[Records excerpted from a collection]

/---

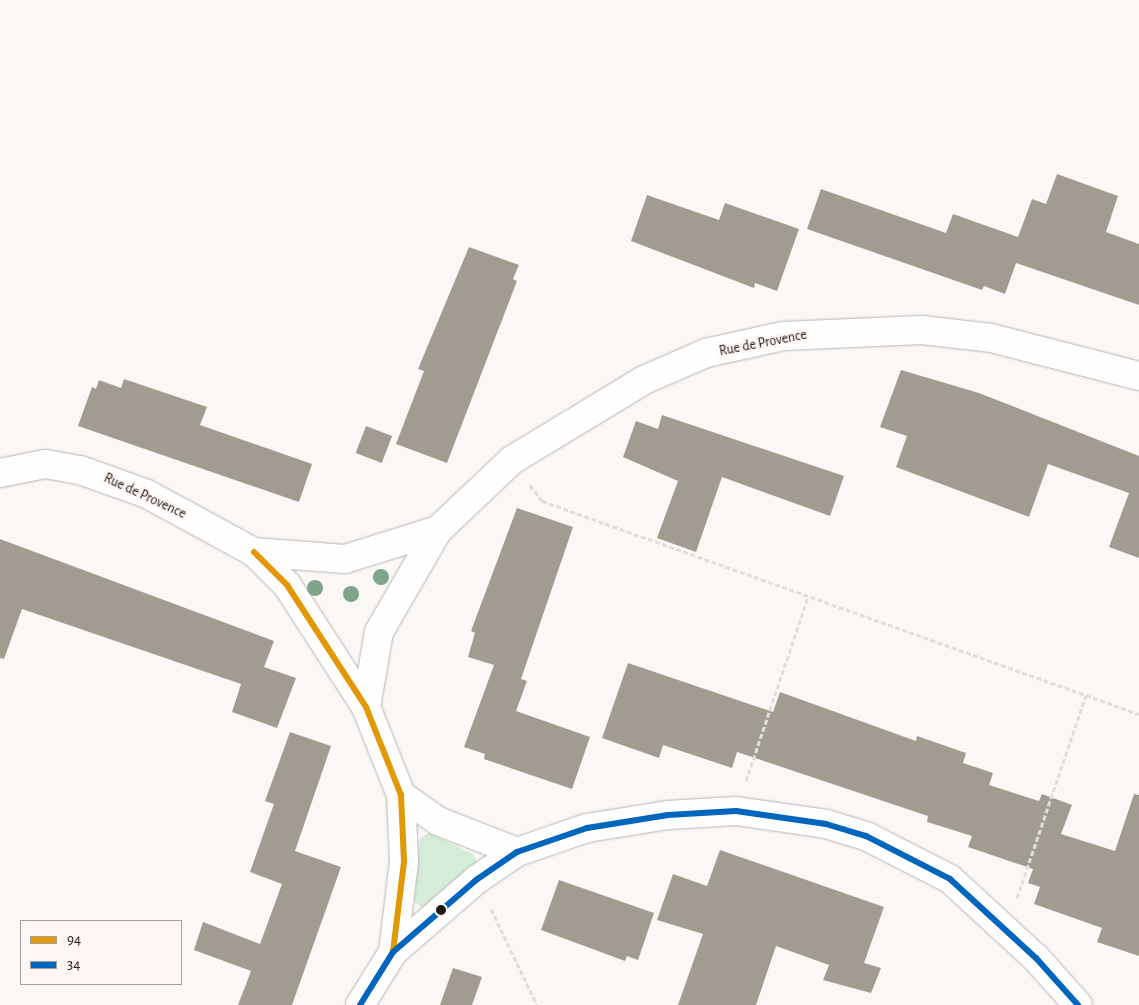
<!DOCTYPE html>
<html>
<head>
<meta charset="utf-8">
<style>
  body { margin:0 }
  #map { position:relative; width:1139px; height:1005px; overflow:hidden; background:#fbf7f5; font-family:"Alegreya Sans",sans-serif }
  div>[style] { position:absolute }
  .green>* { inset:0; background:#d4ecd8 }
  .building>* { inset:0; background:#a29b91; transform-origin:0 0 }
  .path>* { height:3px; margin-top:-1.5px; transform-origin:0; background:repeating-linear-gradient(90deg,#dfdedc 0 5px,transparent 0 7.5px) }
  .roads { filter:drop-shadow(0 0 1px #bab5b2) drop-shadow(0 0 1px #bab5b2) }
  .minor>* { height:28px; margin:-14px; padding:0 14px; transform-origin:14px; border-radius:14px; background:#fefefe }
  .bus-1>* { height:6px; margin:-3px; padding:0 3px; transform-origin:3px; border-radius:3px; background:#e29802 }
  .bus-2>* { height:6px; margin:-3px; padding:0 3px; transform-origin:3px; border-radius:3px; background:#0065bd }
  .trees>* { width:16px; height:16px; margin:-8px; border-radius:50%; background:#7ea58b }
  .dots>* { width:14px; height:14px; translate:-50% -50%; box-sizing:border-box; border:2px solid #fef6f2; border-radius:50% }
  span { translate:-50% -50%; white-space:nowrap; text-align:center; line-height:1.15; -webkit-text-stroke:5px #fef6f2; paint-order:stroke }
  .street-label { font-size:14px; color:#201a16 }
  .legend { position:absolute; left:20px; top:920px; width:162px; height:65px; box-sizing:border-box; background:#fef6f2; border:1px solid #a59e9a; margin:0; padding:6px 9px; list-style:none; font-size:15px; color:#201a16 }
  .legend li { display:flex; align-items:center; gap:10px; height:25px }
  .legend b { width:25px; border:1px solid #a59e9a }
</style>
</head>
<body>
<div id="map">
  <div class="green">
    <div style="clip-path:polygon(429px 833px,473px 854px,477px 862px,424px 908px,414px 902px,420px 838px)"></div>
  </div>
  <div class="building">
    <div style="clip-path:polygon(1057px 174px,1118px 196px,1106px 232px,1139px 244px,1139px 305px,1016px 263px,1005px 294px,984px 286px,982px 290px,807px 229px,821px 189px,946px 233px,953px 214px,1018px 237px,1032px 199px,1046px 204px)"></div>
    <div style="clip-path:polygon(647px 195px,719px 220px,725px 203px,799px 229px,777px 291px,755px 283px,754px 288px,631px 241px)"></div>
    <div style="clip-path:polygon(469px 247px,519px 265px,513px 279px,517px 281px,447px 463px,396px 444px,424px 371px,418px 369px)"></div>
    <div style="clip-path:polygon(901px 370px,979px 393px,1139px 456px,1139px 558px,1109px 547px,1129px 493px,1048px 464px,1029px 517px,896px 467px,907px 436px,880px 427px)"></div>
    <div style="clip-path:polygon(124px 379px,207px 407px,200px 425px,312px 464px,299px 502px,78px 426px,92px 387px,96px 389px,99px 380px,121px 388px)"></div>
    <div style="clip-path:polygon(662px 415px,844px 476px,830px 516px,722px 477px,696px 552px,657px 538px,678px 481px,623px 457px,636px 421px,658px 429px)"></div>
    <div style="left:366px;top:426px;width:28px;height:29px;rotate:21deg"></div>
    <div style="clip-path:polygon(517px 508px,573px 527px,521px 679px,527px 681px,516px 711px,590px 737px,572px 789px,484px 759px,485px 754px,464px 747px,494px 665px,468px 657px,475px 633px,471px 631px)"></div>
    <div style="clip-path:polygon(0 539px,274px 641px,264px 667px,296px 678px,277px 728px,232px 712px,241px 684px,22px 609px,4px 659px,0 658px)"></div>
    <div style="clip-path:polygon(628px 663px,773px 712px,780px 692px,916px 741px,917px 736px,966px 753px,963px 763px,993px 773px,989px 785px,1039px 801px,1042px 794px,1072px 805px,1061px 834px,1115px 851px,1134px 794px,1139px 795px,1139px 956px,1097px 942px,1102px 928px,1034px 904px,1040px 887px,1028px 883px,1033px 869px,968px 847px,972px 836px,927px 822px,928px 816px,737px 752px,732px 768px,663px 745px,659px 758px,602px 738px)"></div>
    <div style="clip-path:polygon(290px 732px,331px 746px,295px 851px,341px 867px,292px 1005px,238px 1005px,251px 971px,194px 950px,203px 922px,260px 944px,282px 884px,250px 872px,274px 804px,265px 801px)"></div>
    <div style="clip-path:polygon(720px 850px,884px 907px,864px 963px,881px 968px,871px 993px,823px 980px,829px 965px,776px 946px,756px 1005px,678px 1005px,703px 934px,657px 920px,673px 874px,707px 886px)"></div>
    <div style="clip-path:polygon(559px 880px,654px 913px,638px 960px,627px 956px,625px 961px,541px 930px)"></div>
    <div style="clip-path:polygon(453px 968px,482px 977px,472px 1005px,440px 1005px)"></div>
  </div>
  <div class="path">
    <div style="left:530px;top:485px;width:20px;rotate:53deg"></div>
    <div style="left:542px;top:501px;width:634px;rotate:19.64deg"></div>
    <div style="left:746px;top:781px;width:194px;rotate:-71.4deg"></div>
    <div style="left:1017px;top:898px;width:214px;rotate:-71.2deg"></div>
    <div style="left:491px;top:909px;width:106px;rotate:64.4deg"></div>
  </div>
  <div class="roads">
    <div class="minor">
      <div style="left:0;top:473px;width:46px;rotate:-11.3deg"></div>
      <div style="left:45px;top:464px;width:36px;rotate:10deg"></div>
      <div style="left:80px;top:470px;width:71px;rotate:19.7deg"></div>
      <div style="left:147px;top:494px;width:122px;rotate:28.5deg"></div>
      <div style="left:254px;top:552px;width:91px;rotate:4.4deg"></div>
      <div style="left:345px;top:559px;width:97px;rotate:-17.3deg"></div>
      <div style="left:438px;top:530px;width:102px;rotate:-43.4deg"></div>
      <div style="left:512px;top:460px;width:154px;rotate:-31.2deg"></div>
      <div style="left:644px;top:380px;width:68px;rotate:-23.5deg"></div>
      <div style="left:706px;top:353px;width:79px;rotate:-12.4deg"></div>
      <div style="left:783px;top:336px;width:139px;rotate:-2.5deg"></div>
      <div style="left:922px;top:330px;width:69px;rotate:6.6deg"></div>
      <div style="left:991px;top:338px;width:153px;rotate:14.4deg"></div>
      <div style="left:254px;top:552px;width:47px;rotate:45deg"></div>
      <div style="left:287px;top:585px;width:145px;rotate:57.1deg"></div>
      <div style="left:366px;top:707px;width:95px;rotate:68.3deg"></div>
      <div style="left:401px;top:795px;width:67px;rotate:87.4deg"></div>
      <div style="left:404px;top:862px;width:91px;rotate:97deg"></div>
      <div style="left:366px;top:707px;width:76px;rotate:-80.2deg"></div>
      <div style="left:379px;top:632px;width:118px;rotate:-60deg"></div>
      <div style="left:401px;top:795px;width:45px;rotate:35.1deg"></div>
      <div style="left:438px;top:821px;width:85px;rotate:21.4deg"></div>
      <div style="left:360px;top:1005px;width:62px;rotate:-58.1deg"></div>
      <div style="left:393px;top:952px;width:110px;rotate:-40.9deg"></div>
      <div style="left:476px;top:880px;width:50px;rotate:-34.3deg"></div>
      <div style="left:517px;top:852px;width:74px;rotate:-18.9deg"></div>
      <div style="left:587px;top:828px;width:82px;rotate:-9.1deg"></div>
      <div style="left:668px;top:815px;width:68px;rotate:-3.4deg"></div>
      <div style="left:736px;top:811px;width:91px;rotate:8.2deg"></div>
      <div style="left:826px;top:824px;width:42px;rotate:16.7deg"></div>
      <div style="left:866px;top:836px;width:94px;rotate:27.1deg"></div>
      <div style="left:950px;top:879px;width:117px;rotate:42.6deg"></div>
      <div style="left:1036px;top:958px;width:63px;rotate:48.2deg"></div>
    </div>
  </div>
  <div class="bus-1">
    <div style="left:254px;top:552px;width:47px;rotate:45deg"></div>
    <div style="left:287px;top:585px;width:145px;rotate:57.1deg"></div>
    <div style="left:366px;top:707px;width:95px;rotate:68.3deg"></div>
    <div style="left:401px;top:795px;width:67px;rotate:87.4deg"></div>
    <div style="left:404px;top:862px;width:91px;rotate:97deg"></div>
  </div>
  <div class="bus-2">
    <div style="left:360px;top:1005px;width:62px;rotate:-58.1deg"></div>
    <div style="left:393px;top:952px;width:110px;rotate:-40.9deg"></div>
    <div style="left:476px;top:880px;width:50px;rotate:-34.3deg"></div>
    <div style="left:517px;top:852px;width:74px;rotate:-18.9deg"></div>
    <div style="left:587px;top:828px;width:82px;rotate:-9.1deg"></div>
    <div style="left:668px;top:815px;width:68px;rotate:-3.4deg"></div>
    <div style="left:736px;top:811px;width:91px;rotate:8.2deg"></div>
    <div style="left:826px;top:824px;width:42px;rotate:16.7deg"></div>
    <div style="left:866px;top:836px;width:94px;rotate:27.1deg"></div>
    <div style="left:950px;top:879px;width:117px;rotate:42.6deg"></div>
    <div style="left:1036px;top:958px;width:63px;rotate:48.2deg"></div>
  </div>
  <div class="trees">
    <div style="left:381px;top:577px"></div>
    <div style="left:315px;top:588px"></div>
    <div style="left:351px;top:594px"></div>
  </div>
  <div class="dots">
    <div style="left:441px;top:910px;background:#201a16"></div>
  </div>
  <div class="street-label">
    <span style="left:763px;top:343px;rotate:-11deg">Rue de Provence</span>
    <span style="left:145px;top:496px;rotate:25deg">Rue de Provence</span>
  </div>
  <ul class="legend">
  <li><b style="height:6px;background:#e29802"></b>94</li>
  <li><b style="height:6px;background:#0065bd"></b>34</li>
  </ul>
</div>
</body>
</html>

\---

**Exercise objective**
If a line falls between the first line of the records above and the line containing "filter:drop-shadow(0 0 1px", inclusive, retype it exactly; leave pictures out.

**Solution to the problem**
<!DOCTYPE html>
<html>
<head>
<meta charset="utf-8">
<style>
  body { margin:0 }
  #map { position:relative; width:1139px; height:1005px; overflow:hidden; background:#fbf7f5; font-family:"Alegreya Sans",sans-serif }
  div>[style] { position:absolute }
  .green>* { inset:0; background:#d4ecd8 }
  .building>* { inset:0; background:#a29b91; transform-origin:0 0 }
  .path>* { height:3px; margin-top:-1.5px; transform-origin:0; background:repeating-linear-gradient(90deg,#dfdedc 0 5px,transparent 0 7.5px) }
  .roads { filter:drop-shadow(0 0 1px #bab5b2) drop-shadow(0 0 1px #bab5b2) }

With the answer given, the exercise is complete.